Enable JavaScript to ensure website accessibility

Harvey Thurmer – Live Deeply

I’m Harvey Thurmer, and this is how I’ve been living deeply.

“My mother put Bible verses on the wall around the kitchen table, and we were encouraged -maybe even coerced- to memorize those verses! I was pretty good at it, and I believe there was a plaque in the hallway of the educational building with my name on it as having memorized the shorter catechism. Don’t ask me to recite it now! Every morning throughout my elementary and into my high school years, my father prepared a huge breakfast. Afterward we read the Bible from a devotional and he prayed extensively for our family and extended family. Then, as my sister and I left the house to walk to school just over the hill, my mother prayed over us. This had a huge impact on me. It was clear that my mother actually believed her prayers would be answered. God was listening! There was power behind it! I might not have felt the power at the time -I’m sure I didn’t- but later in life I certainly have: to the point that when my children were born and I wanted to instill in them the same things, I did some of the same things that I saw my parents doing. I grew up at Cedar Springs in what is now the little chapel. My mother sang in the choir. The church was central to our lives: going to VBS, services on Sunday and Wednesday, misbehaving in church and getting disciplined for it! I grew up expecting that the minister would be invited to Sunday lunch at our home, and those are vivid memories. It was during Lane Adams’s tenure [as senior pastor] at the church that I remember becoming a Christian. He was a very commanding speaker, and I was around 8 years old. One Sunday night he gave an altar call and I responded. I remember discussing my decision with my mother as she ironed clothes the next day and I got busy studying the Bible. It’s amazing to think of the history of this church, founded near the country’s beginning. To think that God’s plan for me began at that time in this church -and it’s still being worked out in my life and the lives of my children- it’s given me a lot of peace. It reminds me that amid all the upheaval and uncertainty of these times, there’s Someone bigger in charge who has everything planned and worked out. And I can rest in that. It’s the peace that passes understanding.”

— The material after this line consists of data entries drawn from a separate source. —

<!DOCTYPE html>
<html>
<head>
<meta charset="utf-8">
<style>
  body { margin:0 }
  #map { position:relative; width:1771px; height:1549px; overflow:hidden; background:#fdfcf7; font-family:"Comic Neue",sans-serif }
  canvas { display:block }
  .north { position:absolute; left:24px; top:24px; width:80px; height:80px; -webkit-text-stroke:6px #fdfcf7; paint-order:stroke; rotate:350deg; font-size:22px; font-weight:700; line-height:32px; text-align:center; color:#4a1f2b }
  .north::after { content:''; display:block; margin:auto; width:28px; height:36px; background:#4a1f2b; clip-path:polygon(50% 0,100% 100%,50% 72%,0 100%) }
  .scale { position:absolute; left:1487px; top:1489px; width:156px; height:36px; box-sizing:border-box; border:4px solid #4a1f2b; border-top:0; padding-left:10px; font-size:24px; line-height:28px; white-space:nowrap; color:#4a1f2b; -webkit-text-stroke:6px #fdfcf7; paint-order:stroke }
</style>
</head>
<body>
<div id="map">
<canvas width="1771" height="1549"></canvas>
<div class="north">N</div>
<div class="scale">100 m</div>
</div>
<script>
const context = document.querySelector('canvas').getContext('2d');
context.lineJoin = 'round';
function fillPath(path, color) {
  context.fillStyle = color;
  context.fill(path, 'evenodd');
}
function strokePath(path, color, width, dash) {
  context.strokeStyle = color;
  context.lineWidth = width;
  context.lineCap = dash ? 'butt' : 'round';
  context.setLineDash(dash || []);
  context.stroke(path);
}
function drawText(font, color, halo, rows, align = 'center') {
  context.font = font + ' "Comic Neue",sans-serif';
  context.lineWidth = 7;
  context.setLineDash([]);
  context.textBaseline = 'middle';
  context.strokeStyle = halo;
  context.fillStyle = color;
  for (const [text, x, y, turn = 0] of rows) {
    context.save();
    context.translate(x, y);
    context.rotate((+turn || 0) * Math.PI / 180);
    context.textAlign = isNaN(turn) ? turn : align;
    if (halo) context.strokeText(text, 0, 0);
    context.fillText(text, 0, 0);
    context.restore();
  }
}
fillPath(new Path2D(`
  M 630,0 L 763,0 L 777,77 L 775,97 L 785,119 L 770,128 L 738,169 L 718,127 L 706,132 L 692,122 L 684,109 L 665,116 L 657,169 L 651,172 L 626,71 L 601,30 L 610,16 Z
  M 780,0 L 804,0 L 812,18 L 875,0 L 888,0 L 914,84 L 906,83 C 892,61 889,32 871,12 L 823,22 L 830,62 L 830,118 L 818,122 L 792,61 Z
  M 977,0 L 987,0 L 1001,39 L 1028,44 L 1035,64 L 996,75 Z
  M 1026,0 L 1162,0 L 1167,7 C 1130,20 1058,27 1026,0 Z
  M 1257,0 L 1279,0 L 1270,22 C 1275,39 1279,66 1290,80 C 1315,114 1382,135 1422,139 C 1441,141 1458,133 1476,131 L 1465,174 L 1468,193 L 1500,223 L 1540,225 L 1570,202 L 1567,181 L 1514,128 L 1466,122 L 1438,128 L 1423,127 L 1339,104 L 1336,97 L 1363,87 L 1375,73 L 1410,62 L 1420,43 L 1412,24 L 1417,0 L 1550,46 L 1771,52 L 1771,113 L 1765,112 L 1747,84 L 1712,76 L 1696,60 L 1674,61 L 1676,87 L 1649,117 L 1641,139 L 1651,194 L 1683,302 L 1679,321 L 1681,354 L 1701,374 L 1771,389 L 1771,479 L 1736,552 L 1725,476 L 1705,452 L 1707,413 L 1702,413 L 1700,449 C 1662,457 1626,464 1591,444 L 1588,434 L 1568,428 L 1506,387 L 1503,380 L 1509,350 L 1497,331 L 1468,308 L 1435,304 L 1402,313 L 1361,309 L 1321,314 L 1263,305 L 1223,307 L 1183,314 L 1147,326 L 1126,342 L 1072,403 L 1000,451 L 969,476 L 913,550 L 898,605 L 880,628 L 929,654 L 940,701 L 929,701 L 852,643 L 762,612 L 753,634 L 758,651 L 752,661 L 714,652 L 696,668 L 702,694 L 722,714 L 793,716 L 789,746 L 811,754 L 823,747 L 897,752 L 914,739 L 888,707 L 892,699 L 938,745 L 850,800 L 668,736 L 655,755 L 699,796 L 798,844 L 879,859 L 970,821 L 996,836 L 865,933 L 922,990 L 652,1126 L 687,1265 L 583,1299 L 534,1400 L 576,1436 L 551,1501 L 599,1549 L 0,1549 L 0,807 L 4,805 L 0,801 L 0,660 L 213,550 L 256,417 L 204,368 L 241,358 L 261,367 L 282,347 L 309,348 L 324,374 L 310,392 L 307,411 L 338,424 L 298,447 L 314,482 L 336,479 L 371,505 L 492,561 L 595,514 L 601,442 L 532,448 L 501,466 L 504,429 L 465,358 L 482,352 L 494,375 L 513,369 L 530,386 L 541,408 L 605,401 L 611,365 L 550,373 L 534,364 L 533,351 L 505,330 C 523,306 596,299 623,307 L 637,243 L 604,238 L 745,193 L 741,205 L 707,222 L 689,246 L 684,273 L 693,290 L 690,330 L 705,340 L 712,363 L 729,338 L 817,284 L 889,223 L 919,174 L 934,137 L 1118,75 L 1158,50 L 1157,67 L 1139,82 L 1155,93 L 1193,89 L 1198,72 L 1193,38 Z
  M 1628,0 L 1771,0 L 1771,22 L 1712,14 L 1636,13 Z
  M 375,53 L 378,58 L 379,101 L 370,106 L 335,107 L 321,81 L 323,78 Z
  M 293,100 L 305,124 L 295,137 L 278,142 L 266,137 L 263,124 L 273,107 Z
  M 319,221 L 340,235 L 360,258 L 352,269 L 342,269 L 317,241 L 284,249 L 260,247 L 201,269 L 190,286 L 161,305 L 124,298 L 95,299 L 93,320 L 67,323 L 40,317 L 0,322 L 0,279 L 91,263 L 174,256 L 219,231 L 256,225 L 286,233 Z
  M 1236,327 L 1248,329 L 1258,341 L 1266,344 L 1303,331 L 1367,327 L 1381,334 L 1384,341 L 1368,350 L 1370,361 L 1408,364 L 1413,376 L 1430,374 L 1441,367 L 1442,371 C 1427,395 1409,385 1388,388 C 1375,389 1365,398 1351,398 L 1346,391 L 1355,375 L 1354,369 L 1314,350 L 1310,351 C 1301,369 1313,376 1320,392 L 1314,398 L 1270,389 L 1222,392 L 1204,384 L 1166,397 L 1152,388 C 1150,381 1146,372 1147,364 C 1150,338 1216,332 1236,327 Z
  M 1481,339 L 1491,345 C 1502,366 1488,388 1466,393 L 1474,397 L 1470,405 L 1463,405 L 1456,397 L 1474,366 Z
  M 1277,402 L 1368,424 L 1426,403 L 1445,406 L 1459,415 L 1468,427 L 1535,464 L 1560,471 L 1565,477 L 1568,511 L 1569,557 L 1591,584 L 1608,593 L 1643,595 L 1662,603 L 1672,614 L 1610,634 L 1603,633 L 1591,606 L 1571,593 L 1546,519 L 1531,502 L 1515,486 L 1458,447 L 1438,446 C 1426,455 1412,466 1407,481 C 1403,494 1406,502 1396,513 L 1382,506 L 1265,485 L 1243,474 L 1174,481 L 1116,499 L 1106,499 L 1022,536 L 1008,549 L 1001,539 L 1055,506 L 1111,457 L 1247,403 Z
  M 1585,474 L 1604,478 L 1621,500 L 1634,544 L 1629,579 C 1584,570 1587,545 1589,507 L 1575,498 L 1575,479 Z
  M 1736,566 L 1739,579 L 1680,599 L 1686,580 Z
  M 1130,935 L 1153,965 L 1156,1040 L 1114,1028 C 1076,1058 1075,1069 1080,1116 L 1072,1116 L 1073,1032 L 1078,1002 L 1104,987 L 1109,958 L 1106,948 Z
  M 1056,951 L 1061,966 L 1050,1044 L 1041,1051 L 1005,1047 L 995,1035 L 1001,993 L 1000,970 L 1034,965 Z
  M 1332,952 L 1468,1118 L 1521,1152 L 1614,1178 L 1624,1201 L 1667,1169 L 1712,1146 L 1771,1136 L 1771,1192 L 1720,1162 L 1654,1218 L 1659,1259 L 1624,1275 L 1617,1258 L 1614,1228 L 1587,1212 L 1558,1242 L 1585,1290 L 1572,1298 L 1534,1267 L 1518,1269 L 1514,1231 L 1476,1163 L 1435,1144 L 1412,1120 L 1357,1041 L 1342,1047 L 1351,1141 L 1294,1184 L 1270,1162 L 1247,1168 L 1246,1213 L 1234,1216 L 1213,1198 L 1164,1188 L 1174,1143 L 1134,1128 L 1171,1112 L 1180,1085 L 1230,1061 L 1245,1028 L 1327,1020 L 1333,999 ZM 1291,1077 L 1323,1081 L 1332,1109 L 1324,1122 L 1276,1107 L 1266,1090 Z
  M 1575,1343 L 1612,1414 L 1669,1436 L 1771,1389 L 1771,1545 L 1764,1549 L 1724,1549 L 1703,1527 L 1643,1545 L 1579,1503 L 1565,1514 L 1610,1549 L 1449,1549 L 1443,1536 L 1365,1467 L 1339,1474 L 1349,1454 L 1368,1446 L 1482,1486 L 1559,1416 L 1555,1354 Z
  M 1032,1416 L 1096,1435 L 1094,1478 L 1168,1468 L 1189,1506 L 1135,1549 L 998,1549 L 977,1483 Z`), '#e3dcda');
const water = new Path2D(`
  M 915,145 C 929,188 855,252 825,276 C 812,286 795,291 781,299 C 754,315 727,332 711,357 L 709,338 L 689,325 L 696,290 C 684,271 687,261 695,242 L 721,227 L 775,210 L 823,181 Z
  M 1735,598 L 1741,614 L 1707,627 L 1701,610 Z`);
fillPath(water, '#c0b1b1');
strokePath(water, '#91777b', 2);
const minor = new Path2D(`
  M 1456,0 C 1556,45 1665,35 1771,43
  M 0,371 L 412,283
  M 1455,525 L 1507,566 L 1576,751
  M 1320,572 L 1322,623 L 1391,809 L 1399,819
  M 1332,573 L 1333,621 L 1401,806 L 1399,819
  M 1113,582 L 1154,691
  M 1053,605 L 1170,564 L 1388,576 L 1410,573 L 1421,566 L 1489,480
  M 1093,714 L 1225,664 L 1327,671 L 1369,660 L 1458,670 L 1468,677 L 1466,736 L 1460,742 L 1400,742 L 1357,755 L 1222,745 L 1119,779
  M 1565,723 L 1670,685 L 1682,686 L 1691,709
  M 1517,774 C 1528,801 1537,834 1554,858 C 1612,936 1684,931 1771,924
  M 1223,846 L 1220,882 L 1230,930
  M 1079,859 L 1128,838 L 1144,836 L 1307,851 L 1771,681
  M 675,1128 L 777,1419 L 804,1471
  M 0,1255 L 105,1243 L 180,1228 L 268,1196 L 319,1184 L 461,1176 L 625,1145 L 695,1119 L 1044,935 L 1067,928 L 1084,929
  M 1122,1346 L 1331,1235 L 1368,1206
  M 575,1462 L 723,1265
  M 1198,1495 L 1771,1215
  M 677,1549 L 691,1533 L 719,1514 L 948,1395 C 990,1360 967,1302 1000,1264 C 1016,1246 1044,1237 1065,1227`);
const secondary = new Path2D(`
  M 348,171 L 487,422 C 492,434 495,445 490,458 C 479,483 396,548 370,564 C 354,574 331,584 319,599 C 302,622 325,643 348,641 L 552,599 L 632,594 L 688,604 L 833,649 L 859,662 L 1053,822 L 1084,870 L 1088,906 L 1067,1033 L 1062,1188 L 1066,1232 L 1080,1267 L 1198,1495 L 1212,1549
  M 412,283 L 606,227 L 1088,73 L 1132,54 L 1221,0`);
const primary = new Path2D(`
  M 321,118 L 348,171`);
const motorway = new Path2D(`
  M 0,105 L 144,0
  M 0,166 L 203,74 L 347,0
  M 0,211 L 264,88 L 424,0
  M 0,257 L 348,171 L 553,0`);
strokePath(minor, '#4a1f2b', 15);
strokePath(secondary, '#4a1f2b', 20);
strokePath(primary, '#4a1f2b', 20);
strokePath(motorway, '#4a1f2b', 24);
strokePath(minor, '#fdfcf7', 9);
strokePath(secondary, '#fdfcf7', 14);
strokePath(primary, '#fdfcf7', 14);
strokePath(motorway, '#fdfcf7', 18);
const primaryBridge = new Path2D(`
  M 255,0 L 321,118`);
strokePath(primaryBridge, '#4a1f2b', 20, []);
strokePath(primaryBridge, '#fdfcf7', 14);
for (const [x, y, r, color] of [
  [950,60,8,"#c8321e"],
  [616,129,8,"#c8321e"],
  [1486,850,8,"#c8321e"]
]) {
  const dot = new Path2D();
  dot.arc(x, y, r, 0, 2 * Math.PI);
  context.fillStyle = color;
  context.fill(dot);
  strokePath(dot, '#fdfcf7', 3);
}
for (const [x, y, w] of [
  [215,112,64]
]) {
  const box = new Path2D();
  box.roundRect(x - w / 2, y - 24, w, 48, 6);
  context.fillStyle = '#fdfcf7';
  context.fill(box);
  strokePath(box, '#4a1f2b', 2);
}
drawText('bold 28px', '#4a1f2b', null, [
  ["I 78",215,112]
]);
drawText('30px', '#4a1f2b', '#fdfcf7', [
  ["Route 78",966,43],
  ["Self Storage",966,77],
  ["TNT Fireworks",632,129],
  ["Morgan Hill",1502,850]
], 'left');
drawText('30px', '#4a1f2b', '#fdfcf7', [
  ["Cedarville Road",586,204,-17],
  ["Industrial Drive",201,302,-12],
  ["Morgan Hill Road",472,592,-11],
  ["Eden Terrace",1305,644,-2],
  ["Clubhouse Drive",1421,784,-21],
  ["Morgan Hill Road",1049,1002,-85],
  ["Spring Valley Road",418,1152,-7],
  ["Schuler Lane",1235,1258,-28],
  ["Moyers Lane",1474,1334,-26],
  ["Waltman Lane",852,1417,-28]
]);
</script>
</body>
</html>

“Many years later, when I was in graduate school in the early 1990s, I met up with Lane Adams again. He was a guest speaker at a church in Coral Gables, Florida, where I was studying at the University of Miami. I asked if I could take him to lunch. I was a poor graduate student living on a shoestring budget, and I made him lunch at my little apartment. I remember thanking him for his ministry and for introducing me to Jesus. It was a very important lunch for me, and I hope it was for him, too. So my life with Jesus began at Cedar Springs. And much later, very circuitously, I met my wife through this church! Although we never actually met when either of us were here, Jane Knowling was involved at Cedar Springs and knew my sister Lois during the 1980s, when I lived in Austria [working as a classical musician]. She was studying nursing at UT and was involved in the singles class and discipleship groups. She remembers me playing for a service when I was home on a break- but we never met, and if we had, I am pretty sure nothing would have happened at that time. I wasn’t her type! It took many more years and both of us moving to Denver to study biblical counseling for our paths to finally cross. Jane had moved out there in 1991. I made it there in 1994. As I left, I remember our mutual friends Gordon and Marylin Adams saying, ‘Be sure to look up Jane Knowling!’ We did meet, and eventually became engaged in November of 1994. We got married on June 3, 1995 at Cedar Springs. It was a day my parents had prayed for, and probably many of their friends as well. I come from a long line of “late bloomers” and was 40 when I finally married. After our son Will was born in 1996, I finally found a teaching position and we moved to Ohio, where I have been teaching music at Miami University since 1997. Our daughter Marin was born in 1998 in Oxford, Ohio, and both children have begun their journeys with Jesus. They’ve been involved in youth ministry- Will as a Young Life leader, Marin as a youth group leader at a local church in Oxford.”

“This past summer, while on a short vacation in Loudon, Jane and I very serendipitously found out about a special event at Cedar Springs where George Dilworth was giving a historical overview of the church from the 1790s to 1950. I knew we had to go! We showed up, and I was surprised to see so many people there, some of whom I recognized.  It was there that I learned for the first time of my mother’s involvement in collecting letters to send to servicemen in World War II. There were probably around 20 or so men from the church involved in the war, and so the parishioners back home wanted to send them their love and concern. I had never heard of my mother’s involvement in this. She never said a word to me about it. I didn’t even know these letters existed. I was able to read some of them- one from my grandmother Clara Keller Walker, who died before I was born. My mother married one of those servicemen stationed in the South Pacific for the Navy, and the rest is history! My mother was very creative, fun-loving, and flexible when it came to adjusting to life’s circumstances. She grew up just down the street from the church, in what is now a renovated historic home [to the west of the church]. As little girls, she and her sisters sold fruit and vegetables from the farm along Kingston Pike. The depression hit while she was at Maryville College, so she had to stop and find work. After marrying, then staying at home with us when we were little, she reapplied for her secretary job at the TVA and got it back. This whole time she was attending Cedar Springs- involved in women’s groups and singing in the choir. She died in 2002. Reading the wartime letters -newsletters or journals from home, really, you could call them- reminded me of how I remember my mother as a child. She was so full of life and fun and creative. Even my daughter now loves to write, and I love to write. So it fits that my mother would do something like that. It has been a real blessing to discover these letters, and to look back on the beginnings of my faith journey at Cedar Springs. It is a confirmation to me of the sovereignty of God, His unfailing love, and how the faithful prayers of my parents -and even of my great grandmother Kate Baker Walker- continue to bless me to this day.”